Look through the material below. Copy each line that contains the string "Order".
══════════════════════════════
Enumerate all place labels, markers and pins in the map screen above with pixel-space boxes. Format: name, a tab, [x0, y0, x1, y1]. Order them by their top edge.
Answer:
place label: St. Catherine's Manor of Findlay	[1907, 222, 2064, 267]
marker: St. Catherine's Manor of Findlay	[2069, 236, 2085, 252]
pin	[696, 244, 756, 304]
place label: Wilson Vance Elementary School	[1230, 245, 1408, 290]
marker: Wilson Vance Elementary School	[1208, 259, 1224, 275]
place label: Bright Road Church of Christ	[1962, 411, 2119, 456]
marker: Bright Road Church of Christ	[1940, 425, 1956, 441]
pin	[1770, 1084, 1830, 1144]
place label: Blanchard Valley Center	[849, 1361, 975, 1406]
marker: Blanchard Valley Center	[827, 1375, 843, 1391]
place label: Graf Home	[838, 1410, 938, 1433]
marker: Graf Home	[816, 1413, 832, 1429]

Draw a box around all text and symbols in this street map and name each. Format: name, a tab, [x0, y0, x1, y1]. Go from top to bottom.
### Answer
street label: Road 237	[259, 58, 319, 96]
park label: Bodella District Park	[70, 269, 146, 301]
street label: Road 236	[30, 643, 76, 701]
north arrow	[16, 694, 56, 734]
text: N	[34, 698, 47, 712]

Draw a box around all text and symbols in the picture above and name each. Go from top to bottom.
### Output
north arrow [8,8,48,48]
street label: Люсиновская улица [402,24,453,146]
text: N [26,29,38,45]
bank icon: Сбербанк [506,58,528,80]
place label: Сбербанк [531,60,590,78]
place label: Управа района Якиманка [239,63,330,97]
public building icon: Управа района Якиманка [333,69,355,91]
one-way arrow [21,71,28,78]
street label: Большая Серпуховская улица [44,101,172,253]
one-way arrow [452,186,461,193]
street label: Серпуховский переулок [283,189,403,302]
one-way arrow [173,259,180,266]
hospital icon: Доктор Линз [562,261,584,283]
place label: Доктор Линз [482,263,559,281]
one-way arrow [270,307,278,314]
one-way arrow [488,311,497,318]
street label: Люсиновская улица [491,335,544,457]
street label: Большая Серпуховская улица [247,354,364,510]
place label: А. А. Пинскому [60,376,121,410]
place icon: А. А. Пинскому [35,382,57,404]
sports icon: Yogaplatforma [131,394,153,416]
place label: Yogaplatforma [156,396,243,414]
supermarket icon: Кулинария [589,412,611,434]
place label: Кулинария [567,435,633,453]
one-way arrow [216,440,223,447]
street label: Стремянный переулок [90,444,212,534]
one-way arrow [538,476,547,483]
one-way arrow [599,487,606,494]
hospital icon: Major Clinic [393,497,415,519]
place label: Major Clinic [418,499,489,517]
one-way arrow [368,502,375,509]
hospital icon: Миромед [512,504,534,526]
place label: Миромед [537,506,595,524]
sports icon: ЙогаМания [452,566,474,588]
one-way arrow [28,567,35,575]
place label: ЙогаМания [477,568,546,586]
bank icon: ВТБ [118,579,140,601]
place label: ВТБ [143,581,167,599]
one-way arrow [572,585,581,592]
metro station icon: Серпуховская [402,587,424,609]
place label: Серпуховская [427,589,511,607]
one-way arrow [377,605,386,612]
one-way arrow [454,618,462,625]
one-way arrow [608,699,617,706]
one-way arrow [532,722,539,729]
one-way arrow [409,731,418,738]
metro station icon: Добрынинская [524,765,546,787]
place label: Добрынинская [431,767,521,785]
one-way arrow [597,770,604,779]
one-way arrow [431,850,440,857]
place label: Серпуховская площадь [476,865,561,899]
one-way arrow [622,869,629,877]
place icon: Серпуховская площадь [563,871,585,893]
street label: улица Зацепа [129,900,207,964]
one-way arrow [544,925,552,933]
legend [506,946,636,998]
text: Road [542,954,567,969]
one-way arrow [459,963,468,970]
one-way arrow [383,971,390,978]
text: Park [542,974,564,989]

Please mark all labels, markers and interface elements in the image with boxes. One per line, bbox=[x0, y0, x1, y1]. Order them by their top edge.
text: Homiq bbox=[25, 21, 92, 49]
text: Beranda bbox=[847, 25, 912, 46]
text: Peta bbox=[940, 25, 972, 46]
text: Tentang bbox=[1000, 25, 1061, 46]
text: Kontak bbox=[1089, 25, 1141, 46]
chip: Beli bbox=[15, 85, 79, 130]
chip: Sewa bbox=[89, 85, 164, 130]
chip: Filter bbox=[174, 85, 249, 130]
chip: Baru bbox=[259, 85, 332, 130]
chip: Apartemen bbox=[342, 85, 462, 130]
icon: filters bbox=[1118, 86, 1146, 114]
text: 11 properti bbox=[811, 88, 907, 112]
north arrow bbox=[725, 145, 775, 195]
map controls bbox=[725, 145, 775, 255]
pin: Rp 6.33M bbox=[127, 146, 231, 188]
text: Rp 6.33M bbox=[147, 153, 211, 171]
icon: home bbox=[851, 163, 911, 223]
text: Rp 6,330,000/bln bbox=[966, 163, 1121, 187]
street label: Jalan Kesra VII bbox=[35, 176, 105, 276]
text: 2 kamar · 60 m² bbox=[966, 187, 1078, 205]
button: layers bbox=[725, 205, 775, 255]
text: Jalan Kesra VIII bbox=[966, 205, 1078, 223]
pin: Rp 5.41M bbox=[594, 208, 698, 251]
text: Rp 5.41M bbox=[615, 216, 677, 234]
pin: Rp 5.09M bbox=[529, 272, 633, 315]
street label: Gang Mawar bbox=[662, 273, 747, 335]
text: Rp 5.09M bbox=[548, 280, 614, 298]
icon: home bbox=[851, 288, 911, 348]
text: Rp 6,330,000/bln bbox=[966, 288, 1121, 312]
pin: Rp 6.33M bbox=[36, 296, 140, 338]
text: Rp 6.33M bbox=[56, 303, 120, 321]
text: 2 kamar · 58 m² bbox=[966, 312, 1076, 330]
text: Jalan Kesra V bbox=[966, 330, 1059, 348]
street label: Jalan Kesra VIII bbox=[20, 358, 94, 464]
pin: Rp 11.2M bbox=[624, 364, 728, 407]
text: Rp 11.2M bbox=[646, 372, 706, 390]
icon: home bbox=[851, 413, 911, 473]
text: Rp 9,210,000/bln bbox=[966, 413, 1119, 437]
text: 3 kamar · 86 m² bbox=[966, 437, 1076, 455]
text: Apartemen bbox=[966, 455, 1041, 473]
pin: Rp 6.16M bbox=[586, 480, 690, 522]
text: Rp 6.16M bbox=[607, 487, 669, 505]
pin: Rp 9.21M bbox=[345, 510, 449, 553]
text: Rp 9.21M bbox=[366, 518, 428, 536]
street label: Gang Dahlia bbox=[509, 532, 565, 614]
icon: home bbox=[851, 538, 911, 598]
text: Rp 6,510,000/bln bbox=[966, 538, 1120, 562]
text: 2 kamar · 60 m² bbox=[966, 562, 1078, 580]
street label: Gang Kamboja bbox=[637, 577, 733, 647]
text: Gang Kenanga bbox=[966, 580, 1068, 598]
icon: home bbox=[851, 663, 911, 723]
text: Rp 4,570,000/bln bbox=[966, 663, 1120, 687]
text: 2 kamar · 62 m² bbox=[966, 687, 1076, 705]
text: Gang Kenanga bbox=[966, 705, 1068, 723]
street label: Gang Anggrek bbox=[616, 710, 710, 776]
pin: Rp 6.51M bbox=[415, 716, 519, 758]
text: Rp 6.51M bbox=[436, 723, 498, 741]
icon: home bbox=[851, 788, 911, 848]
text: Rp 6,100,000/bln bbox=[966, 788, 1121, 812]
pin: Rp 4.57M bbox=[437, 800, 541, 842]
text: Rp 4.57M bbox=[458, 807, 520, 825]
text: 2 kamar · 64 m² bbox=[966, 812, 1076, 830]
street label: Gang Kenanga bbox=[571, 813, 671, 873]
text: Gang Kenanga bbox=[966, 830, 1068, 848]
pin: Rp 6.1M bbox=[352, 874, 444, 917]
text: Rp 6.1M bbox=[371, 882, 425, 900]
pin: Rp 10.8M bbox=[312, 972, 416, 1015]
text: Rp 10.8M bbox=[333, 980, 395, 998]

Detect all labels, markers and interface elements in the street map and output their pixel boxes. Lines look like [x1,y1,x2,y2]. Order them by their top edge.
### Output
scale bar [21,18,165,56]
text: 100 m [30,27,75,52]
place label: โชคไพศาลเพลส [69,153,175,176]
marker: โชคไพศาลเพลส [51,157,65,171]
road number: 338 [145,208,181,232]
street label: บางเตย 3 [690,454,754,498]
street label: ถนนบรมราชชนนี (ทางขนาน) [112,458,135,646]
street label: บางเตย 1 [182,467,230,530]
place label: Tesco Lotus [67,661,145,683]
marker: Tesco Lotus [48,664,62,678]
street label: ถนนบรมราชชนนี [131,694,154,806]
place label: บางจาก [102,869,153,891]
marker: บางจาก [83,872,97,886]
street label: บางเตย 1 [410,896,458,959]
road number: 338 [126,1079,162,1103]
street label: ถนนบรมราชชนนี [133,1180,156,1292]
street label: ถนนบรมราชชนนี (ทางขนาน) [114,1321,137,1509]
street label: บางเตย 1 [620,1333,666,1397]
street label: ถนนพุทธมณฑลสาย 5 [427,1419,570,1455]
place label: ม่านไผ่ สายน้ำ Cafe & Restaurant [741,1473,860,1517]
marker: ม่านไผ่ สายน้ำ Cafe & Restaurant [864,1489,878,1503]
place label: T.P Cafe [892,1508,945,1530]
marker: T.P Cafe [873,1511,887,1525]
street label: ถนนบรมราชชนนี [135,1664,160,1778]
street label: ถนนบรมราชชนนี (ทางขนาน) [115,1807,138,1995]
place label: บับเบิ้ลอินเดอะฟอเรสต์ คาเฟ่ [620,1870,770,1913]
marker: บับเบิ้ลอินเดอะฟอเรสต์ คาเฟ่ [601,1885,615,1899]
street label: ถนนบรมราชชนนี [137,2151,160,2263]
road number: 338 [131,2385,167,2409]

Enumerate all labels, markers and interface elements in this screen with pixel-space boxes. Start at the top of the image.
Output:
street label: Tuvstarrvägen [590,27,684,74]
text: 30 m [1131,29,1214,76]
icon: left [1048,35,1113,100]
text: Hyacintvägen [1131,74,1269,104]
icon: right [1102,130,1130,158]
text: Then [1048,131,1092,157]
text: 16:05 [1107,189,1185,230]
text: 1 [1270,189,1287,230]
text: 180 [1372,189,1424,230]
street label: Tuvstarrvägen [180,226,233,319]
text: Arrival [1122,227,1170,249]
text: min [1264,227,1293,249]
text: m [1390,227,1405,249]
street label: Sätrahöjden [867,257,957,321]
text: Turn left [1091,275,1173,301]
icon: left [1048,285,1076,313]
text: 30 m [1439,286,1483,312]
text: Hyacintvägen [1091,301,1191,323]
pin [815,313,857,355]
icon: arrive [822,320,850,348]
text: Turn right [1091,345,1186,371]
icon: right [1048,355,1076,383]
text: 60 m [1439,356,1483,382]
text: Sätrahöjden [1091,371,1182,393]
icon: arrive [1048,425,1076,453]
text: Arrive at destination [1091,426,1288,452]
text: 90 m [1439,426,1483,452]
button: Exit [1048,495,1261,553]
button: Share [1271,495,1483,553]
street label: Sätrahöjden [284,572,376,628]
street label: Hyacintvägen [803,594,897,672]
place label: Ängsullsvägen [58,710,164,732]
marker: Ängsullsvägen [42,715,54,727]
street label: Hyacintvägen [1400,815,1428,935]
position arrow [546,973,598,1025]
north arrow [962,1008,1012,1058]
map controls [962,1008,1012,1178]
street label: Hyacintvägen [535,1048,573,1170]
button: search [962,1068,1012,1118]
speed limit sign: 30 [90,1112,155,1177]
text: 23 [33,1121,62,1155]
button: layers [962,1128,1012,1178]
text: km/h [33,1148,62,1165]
══════════════════════════════
THE COMPLETED TASK:
Enumerate all place labels, markers and pins in the map screen above with pixel-space boxes. Format: name, a tab, [x0, y0, x1, y1]. Order them by their top edge.
Please mark all labels, markers and interface elements in the image with boxes. One per line, bbox=[x0, y0, x1, y1]. Order them by their top edge.
Detect all labels, markers and interface elements in the street map and output their pixel boxes. Lines look like [x1,y1,x2,y2]. Order them by their top edge.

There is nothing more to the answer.